While I am not what you’d call a follower, I can be ‘labeled’ as compliant but a moment later you may also say I’m the most frightening and “take-no-shit” person you’ve ever had the displeasure of meeting. That depends on the day and situation. By high school my head was so messy and chaotic with my obsessive odd thoughts and behaviors that I typically just did what people asked and observed what that looked like.
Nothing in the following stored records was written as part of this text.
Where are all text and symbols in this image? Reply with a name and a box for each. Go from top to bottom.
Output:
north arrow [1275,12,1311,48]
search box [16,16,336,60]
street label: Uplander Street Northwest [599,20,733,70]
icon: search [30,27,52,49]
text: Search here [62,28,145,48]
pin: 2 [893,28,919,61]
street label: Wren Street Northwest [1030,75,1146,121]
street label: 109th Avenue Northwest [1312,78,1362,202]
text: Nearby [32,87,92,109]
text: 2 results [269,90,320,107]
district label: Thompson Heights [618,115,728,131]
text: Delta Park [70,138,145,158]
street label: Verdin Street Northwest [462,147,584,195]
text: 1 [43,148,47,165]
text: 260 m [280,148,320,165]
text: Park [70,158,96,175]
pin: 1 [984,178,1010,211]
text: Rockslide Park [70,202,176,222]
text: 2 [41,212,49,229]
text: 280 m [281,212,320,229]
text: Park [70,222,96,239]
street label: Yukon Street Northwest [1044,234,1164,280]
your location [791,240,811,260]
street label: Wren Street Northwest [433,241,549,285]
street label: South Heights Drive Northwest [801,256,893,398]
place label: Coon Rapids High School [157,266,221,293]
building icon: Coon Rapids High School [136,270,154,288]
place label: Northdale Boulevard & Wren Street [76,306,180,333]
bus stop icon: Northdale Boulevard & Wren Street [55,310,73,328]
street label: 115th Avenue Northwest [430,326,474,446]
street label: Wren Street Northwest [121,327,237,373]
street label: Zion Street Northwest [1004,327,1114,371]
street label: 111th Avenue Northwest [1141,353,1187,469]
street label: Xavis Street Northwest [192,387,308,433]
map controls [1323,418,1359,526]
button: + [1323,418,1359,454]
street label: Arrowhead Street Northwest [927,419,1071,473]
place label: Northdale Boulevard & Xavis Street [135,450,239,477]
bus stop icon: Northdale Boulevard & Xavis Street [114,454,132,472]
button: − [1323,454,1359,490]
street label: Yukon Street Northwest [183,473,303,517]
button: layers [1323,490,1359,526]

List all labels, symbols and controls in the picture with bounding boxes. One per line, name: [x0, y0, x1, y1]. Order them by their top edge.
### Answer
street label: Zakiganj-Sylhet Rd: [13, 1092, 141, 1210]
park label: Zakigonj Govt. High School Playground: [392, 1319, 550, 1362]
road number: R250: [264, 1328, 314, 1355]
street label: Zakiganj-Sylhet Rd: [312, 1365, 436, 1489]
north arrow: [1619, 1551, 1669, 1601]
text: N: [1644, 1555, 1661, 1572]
With DID my life was fractured due to very early and continued childhood traumas so during high school my parts had years of practice keeping each other, me and even other people safe when need be.

 I find and have always found human behavior interesting, this hasn’t changed, but looking back I can see so many things that clearly indicate how wrong things in my life were and had any teacher taken those few extra steps my life could’ve been different. There were times when people clearly saw things weren’t right and being that I dissociated during these times I could not advocate for myself. My parts were simply trying to survive. It isn’t that some teachers, now and again, didn’t help, they did, but my parts had never once started a fight. They defended myself and other people they perceived to be weak. So consequences were very rare and minimal at best. Now that we have and do see a therapist regularly we will continue to use my voice to raise the voices of others who are unable to use their own.

We read a long time ago that you shouldn’t follow the masses because at times, the M is silent. It’s something that’s always stuck with us. This simple and amusing phrase is full of truth and something my parts had lived by since I was a small child. Now we are working towards what our own brand of “normal” is and I get to choose that path. It took a long time to get here but that journey was well worth the travel.

Be well, extend a hand to someone in need. Throughout my school years there were moments when people did the smallest thing and those memories are what I now remember and cherish. Be that lily pad for someone who may need something as simple as a kind smile or a pencil. Those two seemingly small things are what saved my life more than once.


About Erika Reva: 

Erika is from Chicago, IL. She lives with Dissociative Identity Disorder as well as anxiety, OCD and depression. Her parts also deal with their own individual MH struggles. Due to her deteriorating physical health she has been restricted from working but continues advocating for animals and the mental health community. Her and her parts see a therapist and have been getting into the world of Public Speaking beginning last year when they started their "Living with DID Talks."
She still resides in the Midwest with her husband and their pet ferrets.